EXERCISE DIRECTIONS:
The line containing "Give bounding boxes" marks the end; return exactly every line from the start of the records up to and including it, but no pictures.

DATA SUPPLIED:
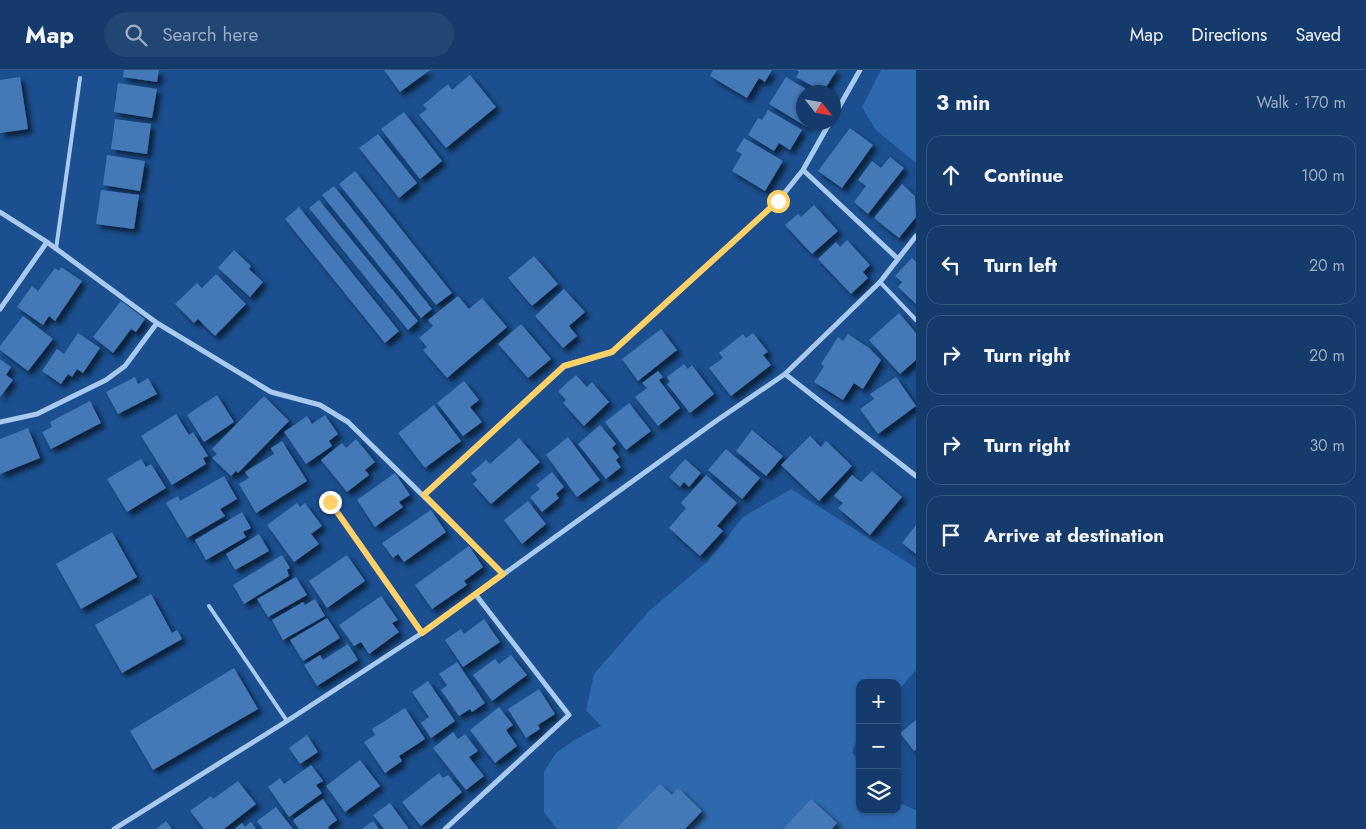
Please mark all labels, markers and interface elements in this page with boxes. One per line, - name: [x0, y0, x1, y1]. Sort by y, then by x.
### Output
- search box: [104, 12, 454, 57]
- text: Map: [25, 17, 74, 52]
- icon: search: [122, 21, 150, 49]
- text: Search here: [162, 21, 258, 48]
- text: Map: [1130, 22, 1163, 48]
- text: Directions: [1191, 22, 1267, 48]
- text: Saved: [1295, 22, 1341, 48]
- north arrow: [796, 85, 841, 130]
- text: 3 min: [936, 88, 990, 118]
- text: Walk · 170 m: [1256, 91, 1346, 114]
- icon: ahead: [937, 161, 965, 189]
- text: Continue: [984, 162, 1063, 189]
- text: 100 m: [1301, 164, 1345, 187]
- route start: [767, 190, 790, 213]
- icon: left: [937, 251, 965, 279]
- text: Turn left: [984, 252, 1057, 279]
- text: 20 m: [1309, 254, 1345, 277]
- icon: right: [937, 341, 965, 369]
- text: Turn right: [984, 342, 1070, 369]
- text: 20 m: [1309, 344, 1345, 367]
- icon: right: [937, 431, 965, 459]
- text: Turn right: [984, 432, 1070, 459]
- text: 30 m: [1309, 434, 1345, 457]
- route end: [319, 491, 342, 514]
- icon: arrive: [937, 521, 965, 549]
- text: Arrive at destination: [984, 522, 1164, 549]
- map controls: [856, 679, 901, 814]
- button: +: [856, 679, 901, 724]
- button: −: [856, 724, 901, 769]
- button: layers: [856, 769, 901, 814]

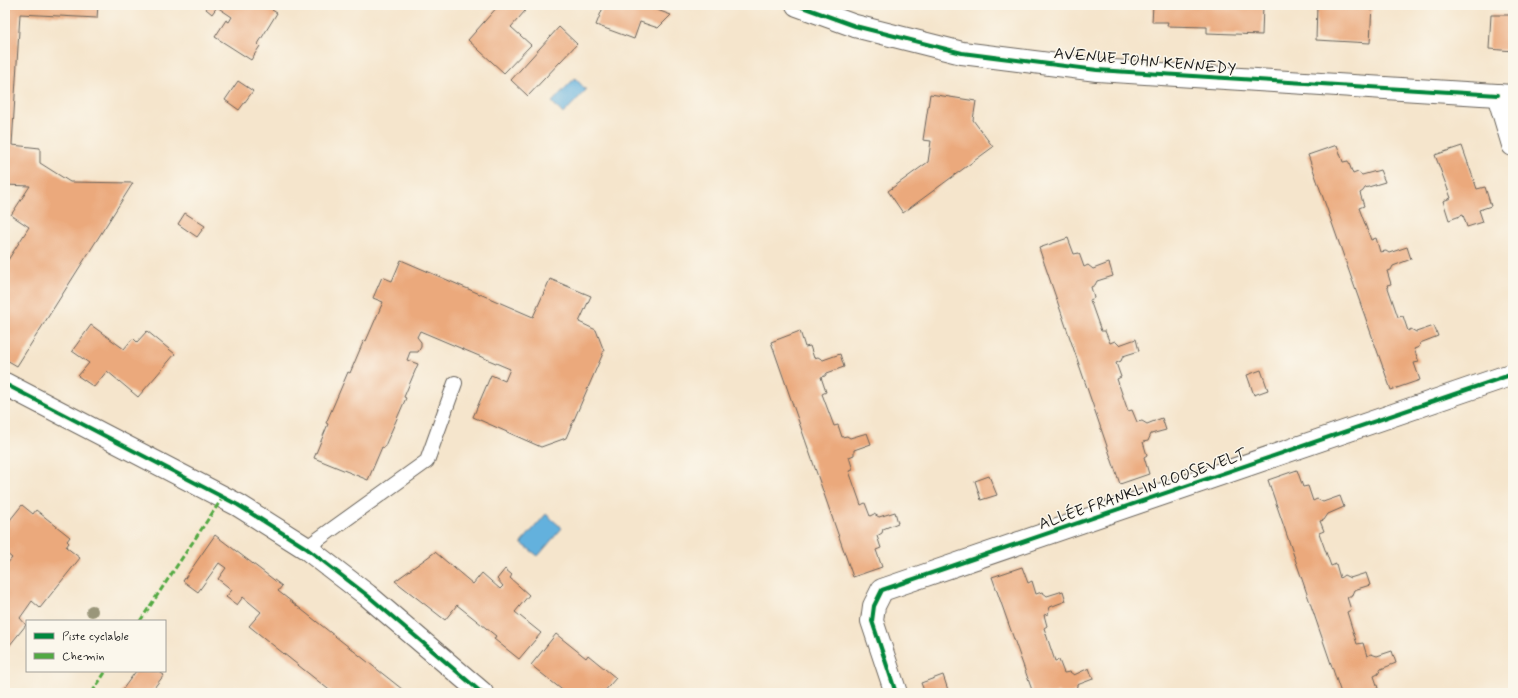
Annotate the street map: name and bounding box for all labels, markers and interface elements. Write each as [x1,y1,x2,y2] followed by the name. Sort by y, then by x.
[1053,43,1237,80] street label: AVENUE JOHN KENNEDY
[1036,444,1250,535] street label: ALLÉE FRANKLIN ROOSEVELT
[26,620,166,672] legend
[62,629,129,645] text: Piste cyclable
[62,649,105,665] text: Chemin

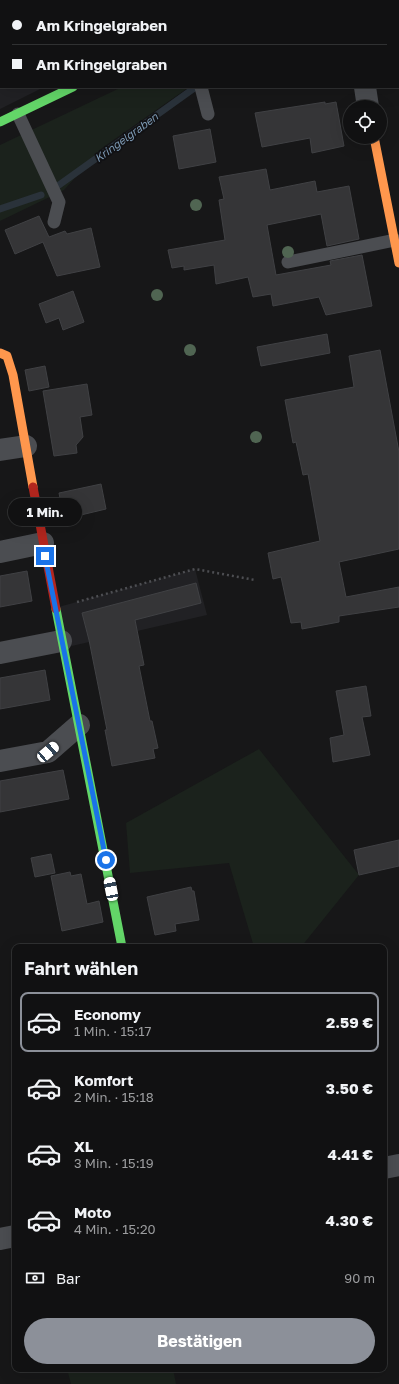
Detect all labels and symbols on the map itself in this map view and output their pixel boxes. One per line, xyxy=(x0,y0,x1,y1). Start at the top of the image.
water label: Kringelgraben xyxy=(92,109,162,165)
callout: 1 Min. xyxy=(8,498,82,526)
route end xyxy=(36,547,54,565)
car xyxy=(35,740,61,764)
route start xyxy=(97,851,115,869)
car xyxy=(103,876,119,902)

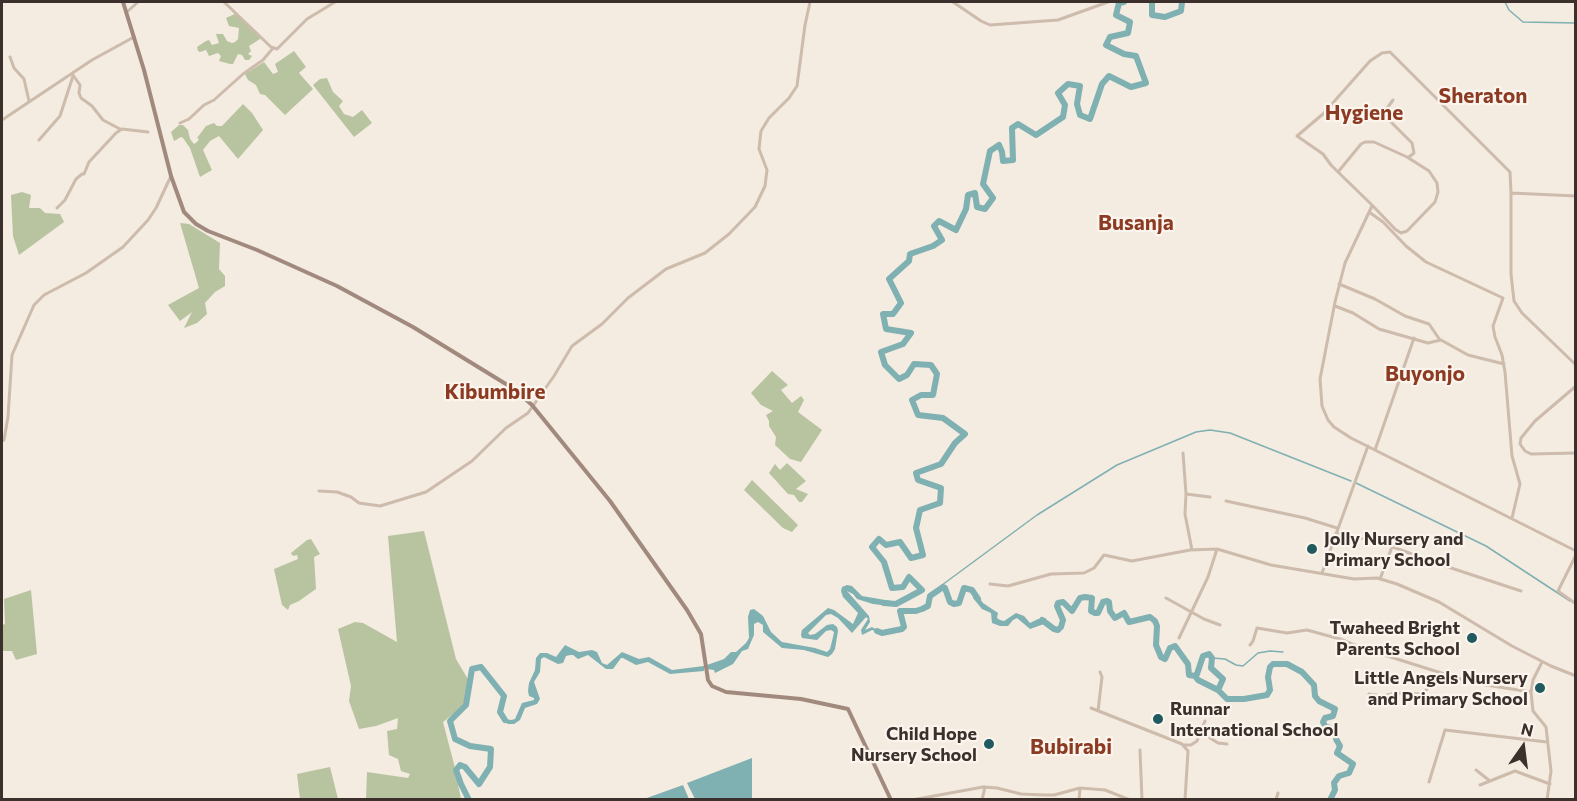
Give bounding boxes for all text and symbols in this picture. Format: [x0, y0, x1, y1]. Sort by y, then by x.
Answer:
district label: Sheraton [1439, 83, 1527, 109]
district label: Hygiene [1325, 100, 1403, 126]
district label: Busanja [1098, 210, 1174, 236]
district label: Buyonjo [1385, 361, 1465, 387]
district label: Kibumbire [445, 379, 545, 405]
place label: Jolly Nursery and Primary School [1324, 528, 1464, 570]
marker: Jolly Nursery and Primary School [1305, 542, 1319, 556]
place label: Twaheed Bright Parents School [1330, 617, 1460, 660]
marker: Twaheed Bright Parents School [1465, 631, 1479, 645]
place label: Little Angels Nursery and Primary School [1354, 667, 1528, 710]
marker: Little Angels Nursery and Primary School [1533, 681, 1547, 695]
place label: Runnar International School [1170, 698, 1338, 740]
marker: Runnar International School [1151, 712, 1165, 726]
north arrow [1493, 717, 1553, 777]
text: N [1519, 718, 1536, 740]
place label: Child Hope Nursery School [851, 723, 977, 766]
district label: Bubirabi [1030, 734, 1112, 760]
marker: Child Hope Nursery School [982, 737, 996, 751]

FINAL ANSWER:
Please mark all labels, markers and interface elements in this page with boxes. One per line, - name: [x0, y0, x1, y1]. Sort by y, then by x.
### Output
- search box: [104, 12, 454, 57]
- text: Map: [25, 17, 74, 52]
- icon: search: [122, 21, 150, 49]
- text: Search here: [162, 21, 258, 48]
- text: Map: [1130, 22, 1163, 48]
- text: Directions: [1191, 22, 1267, 48]
- text: Saved: [1295, 22, 1341, 48]
- north arrow: [796, 85, 841, 130]
- text: 3 min: [936, 88, 990, 118]
- text: Walk · 170 m: [1256, 91, 1346, 114]
- icon: ahead: [937, 161, 965, 189]
- text: Continue: [984, 162, 1063, 189]
- text: 100 m: [1301, 164, 1345, 187]
- route start: [767, 190, 790, 213]
- icon: left: [937, 251, 965, 279]
- text: Turn left: [984, 252, 1057, 279]
- text: 20 m: [1309, 254, 1345, 277]
- icon: right: [937, 341, 965, 369]
- text: Turn right: [984, 342, 1070, 369]
- text: 20 m: [1309, 344, 1345, 367]
- icon: right: [937, 431, 965, 459]
- text: Turn right: [984, 432, 1070, 459]
- text: 30 m: [1309, 434, 1345, 457]
- route end: [319, 491, 342, 514]
- icon: arrive: [937, 521, 965, 549]
- text: Arrive at destination: [984, 522, 1164, 549]
- map controls: [856, 679, 901, 814]
- button: +: [856, 679, 901, 724]
- button: −: [856, 724, 901, 769]
- button: layers: [856, 769, 901, 814]

Annotate the street map: name and bounding box for all labels, markers and interface elements. Write each as [x1,y1,x2,y2] followed by the name. Sort by y, then by x.
[1053,43,1237,80] street label: AVENUE JOHN KENNEDY
[1036,444,1250,535] street label: ALLÉE FRANKLIN ROOSEVELT
[26,620,166,672] legend
[62,629,129,645] text: Piste cyclable
[62,649,105,665] text: Chemin

Detect all labels and symbols on the map itself in this map view and output their pixel boxes. One per line, xyxy=(x0,y0,x1,y1). Start at the top of the image.
water label: Kringelgraben xyxy=(92,109,162,165)
callout: 1 Min. xyxy=(8,498,82,526)
route end xyxy=(36,547,54,565)
car xyxy=(35,740,61,764)
route start xyxy=(97,851,115,869)
car xyxy=(103,876,119,902)

Give bounding boxes for all text and symbols in this picture. Format: [x0, y0, x1, y1]. Sort by y, then by x.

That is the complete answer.